Stored data entries

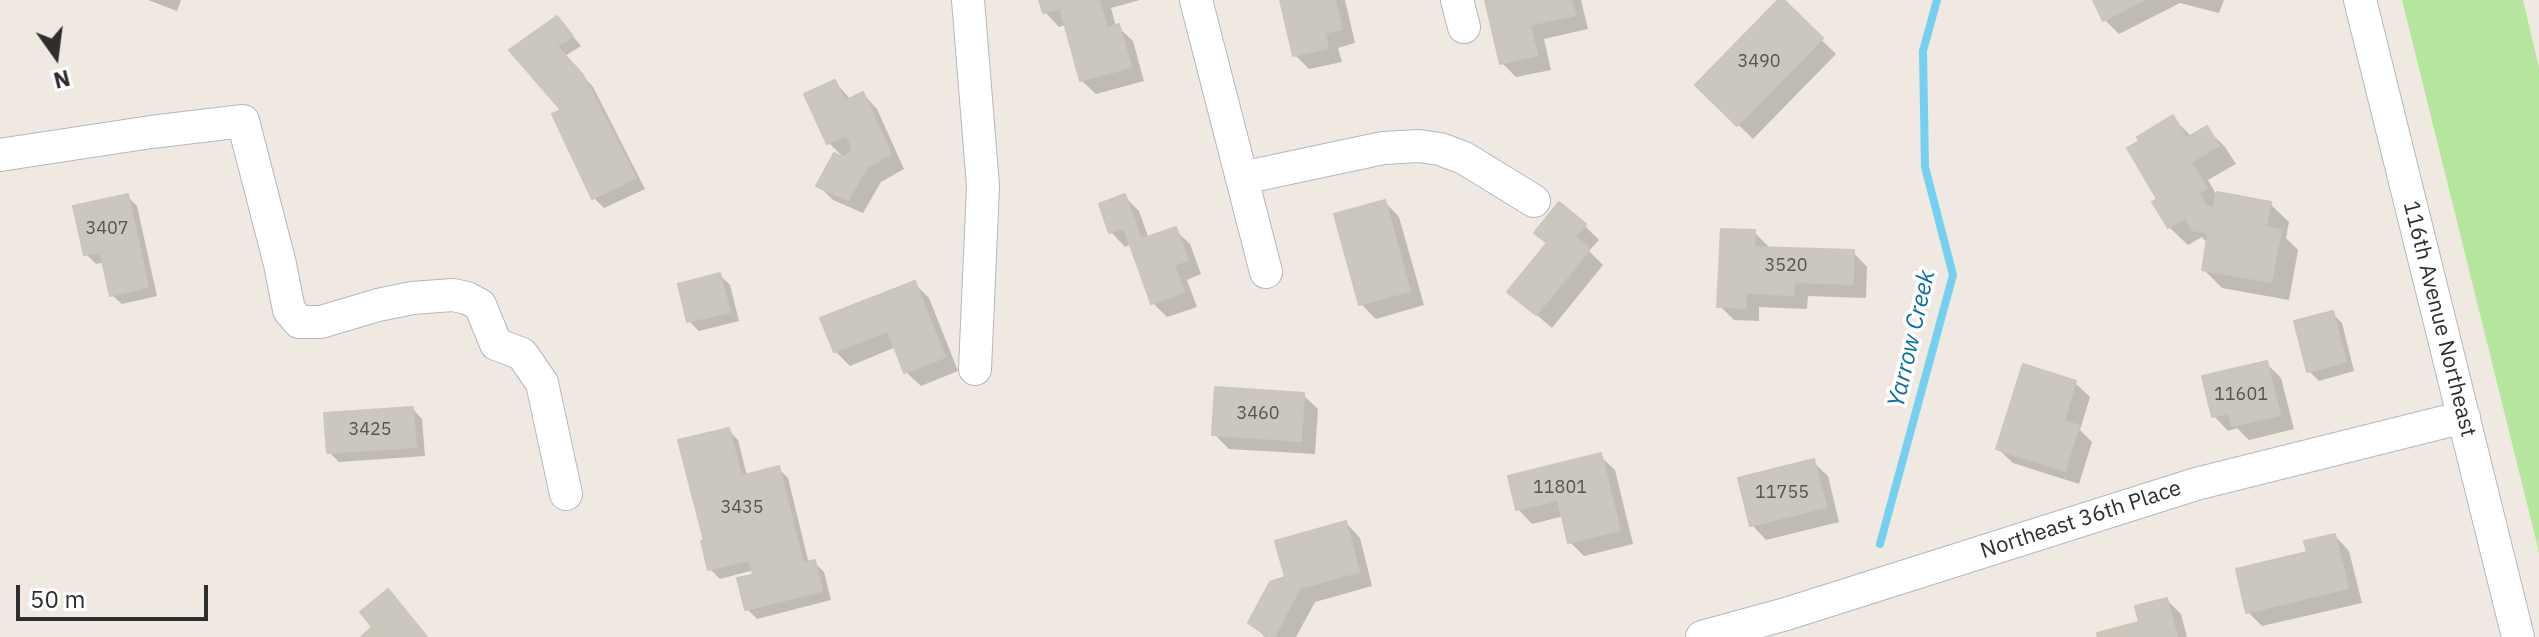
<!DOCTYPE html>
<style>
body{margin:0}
#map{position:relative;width:2539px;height:637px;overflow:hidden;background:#efe9e1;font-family:"IBM Plex Sans",sans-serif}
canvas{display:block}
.north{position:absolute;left:16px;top:16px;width:80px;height:80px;-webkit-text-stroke:6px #fff;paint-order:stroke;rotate:166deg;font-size:22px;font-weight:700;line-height:32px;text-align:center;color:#2e2e2e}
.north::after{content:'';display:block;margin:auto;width:28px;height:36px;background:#2e2e2e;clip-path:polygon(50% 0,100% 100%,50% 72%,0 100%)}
.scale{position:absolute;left:16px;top:585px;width:192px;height:36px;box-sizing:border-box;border:4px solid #2e2e2e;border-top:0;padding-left:10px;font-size:24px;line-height:28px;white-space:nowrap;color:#2e2e2e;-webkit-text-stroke:6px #fff;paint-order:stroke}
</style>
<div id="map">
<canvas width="2539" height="637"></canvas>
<div class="north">N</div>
<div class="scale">50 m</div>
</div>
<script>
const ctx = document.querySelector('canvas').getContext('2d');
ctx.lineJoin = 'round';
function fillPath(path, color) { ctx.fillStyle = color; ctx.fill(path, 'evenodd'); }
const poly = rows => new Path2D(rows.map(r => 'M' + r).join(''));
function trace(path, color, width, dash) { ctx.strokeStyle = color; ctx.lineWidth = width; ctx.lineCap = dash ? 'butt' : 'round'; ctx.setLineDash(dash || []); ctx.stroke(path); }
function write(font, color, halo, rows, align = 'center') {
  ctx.font = font + ' "IBM Plex Sans",sans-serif'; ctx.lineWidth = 7; ctx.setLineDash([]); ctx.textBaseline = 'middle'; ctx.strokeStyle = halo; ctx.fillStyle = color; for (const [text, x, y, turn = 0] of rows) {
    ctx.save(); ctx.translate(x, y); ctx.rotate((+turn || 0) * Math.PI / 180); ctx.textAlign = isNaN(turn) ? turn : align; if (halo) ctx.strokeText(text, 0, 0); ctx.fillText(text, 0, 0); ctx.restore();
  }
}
fillPath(poly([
 [2402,0,2523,0,2539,68,2539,552]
]), '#b6e59e');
fillPath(poly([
 [148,0,181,0,177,11],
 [1041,0,1140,0,1111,8,1116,27,1118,27,1133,41,1144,81,1096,94,1081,80,1066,25,1059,27,1045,12],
 [1282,0,1345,0,1355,43,1338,48,1342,62,1309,69,1295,55],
 [1495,0,1581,0,1588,29,1544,39,1551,70,1516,77,1502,63],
 [1781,0,1836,54,1753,139,1698,85],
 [2095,0,2224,0,2219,13,2180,3,2119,34,2105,20],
 [566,28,581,46,565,56,593,87,645,189,604,208,594,198,564,110,512,50],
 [835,82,851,100,863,94,877,109,904,169,881,182,863,213,833,200,818,185,851,153,843,157,829,143],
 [2173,118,2192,137,2207,129,2225,147,2236,164,2208,180,2216,194,2270,204,2289,222,2286,238,2298,250,2289,300,2222,288,2204,270,2208,244,2202,237,2188,245,2169,227,2160,199],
 [127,196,137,206,157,296,122,304,112,295,105,262,96,264,86,254],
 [1125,197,1139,211,1149,239,1175,230,1190,244,1201,274,1187,280,1197,307,1167,317,1153,303,1132,244,1125,247,1111,232],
 [1385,202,1399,217,1424,305,1376,319,1361,304],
 [1584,225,1599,240,1589,251,1603,265,1552,328,1510,292],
 [1754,232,1768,246,1768,249,1853,252,1867,267,1866,298,1808,296,1807,309,1759,307,1759,321,1734,320,1720,306],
 [720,275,730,285,739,321,699,331,689,321],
 [914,283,929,298,958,371,921,386,906,372,896,347,850,366,835,351],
 [2332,313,2342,323,2354,371,2319,381,2309,371],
 [2266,363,2281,378,2294,429,2249,440,2237,428,2228,431,2214,416],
 [2075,383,2090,397,2080,430,2092,442,2079,484,2013,463,1998,449],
 [1303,395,1318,409,1315,454,1229,449,1214,434],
 [413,409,422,419,425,456,339,462,329,452],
 [728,430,738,440,747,476,778,468,788,478,809,564,814,562,824,572,831,600,757,619,747,609,755,576,754,570,720,579,710,569,681,442],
 [1600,456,1615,470,1633,544,1584,556,1570,542,1564,516,1532,524,1518,509],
 [1813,462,1828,476,1839,522,1766,540,1752,525],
 [1346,523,1360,538,1372,586,1315,602,1296,637,1265,637,1250,623,1288,579],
 [2335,536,2349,551,2362,603,2262,626,2248,612,2309,554],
 [2167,600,2181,614,2187,637,2100,637,2141,624]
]), '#0003');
trace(poly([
 [1880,544,1953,275,1925,167,1923,51,1937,0]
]), '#75cff0', 8);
const building = poly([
 [1039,0,1099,0,1107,28,1119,24,1131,67,1080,81,1060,8,1043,13,1039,0],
 [1280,0,1335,0,1342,29,1325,33,1328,48,1293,56,1280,0],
 [1485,0,1571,0,1575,15,1530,25,1537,55,1500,64,1485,0],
 [1778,0,1784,0,1823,38,1737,126,1695,85,1778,0],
 [2093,0,2143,0,2103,21,2093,0],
 [557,16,573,36,557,46,583,75,636,178,592,199,552,114,561,110,509,50,557,16],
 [835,80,845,101,863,92,891,154,867,167,848,200,816,186,834,153,845,159,852,148,847,135,827,144,804,94,835,80],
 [2173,115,2186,138,2207,126,2219,146,2191,162,2207,188,2198,193,2206,206,2214,208,2217,192,2271,202,2266,227,2281,230,2271,282,2202,270,2208,233,2192,230,2185,218,2168,228,2152,202,2157,199,2127,148,2139,141,2137,137,2173,115],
 [128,194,148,287,110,296,100,252,84,255,73,206,128,194],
 [1125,194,1141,239,1176,227,1188,260,1174,265,1184,292,1151,304,1124,228,1109,233,1099,204,1125,194],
 [1385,200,1410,291,1359,305,1334,214,1385,200],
 [1559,202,1586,224,1575,237,1590,249,1536,315,1507,292,1547,243,1534,233,1559,202],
 [1721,229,1755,230,1754,247,1854,250,1853,284,1794,282,1793,295,1746,293,1745,308,1717,307,1721,229],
 [720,273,730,312,687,322,678,284,720,273],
 [915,281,945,357,904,373,888,331,834,352,820,318,915,281],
 [2333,311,2346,362,2307,372,2294,321,2333,311],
 [2267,361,2280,415,2232,426,2229,413,2212,417,2202,376,2267,361],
 [2023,364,2076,381,2064,421,2079,426,2065,471,1996,449,2023,364],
 [1215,387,1304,393,1301,441,1212,435,1215,387],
 [413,407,416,447,327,453,324,413,413,407],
 [729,428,741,476,779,466,803,563,815,560,822,591,745,610,737,578,753,575,749,560,708,570,701,541,704,541,678,440,729,428],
 [1601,453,1620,530,1568,543,1558,500,1516,510,1508,476,1601,453],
 [1814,459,1826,507,1750,526,1738,478,1814,459],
 [1346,521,1359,572,1300,588,1274,637,1269,637,1248,623,1270,582,1285,577,1275,541,1346,521],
 [2335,534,2348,588,2246,613,2236,569,2307,552,2304,541,2335,534],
 [388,589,427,637,361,637,372,627,360,612,388,589],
 [2167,598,2177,637,2098,637,2097,633,2139,622,2135,606,2167,598]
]);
fillPath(building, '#cbc7bf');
trace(building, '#cbc5ba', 2);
const minor = poly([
 [968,0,983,186,975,369],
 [1196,0,1266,272],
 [1457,0,1464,27],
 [2360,0,2518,637],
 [0,155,151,132,243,121,280,264,289,310,299,322,321,322,378,305,412,298,453,295,467,298,480,305,496,344,522,354,542,383,566,494],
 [1242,178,1383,148,1419,146,1440,149,1464,158,1534,201],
 [1702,637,1786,614,2196,484,2464,417]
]);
trace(minor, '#b4b7c1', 34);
trace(minor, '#fff', 32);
write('18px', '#555452', null, [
 ["3490",1759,62],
 ["3407",107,229],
 ["3520",1786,266],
 ["11601",2241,395],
 ["3460",1258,414],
 ["3425",370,430],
 ["11801",1560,488],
 ["11755",1782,493],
 ["3435",742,508]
]);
write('22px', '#2e2e2e', '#fff', [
 ["116th Avenue Northeast",2439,319,76],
 ["Northeast 36th Place",2081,520,-18]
]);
write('italic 24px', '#0d6fa3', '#fff', [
 ["Yarrow Creek",1912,339,-77]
]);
</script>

Exercise brief
Check each line of the data above for the word "fillStyle" and copy the ones where it is found.

Answer to this problem
function fillPath(path, color) { ctx.fillStyle = color; ctx.fill(path, 'evenodd'); }
  ctx.font = font + ' "IBM Plex Sans",sans-serif'; ctx.lineWidth = 7; ctx.setLineDash([]); ctx.textBaseline = 'middle'; ctx.strokeStyle = halo; ctx.fillStyle = color; for (const [text, x, y, turn = 0] of rows) {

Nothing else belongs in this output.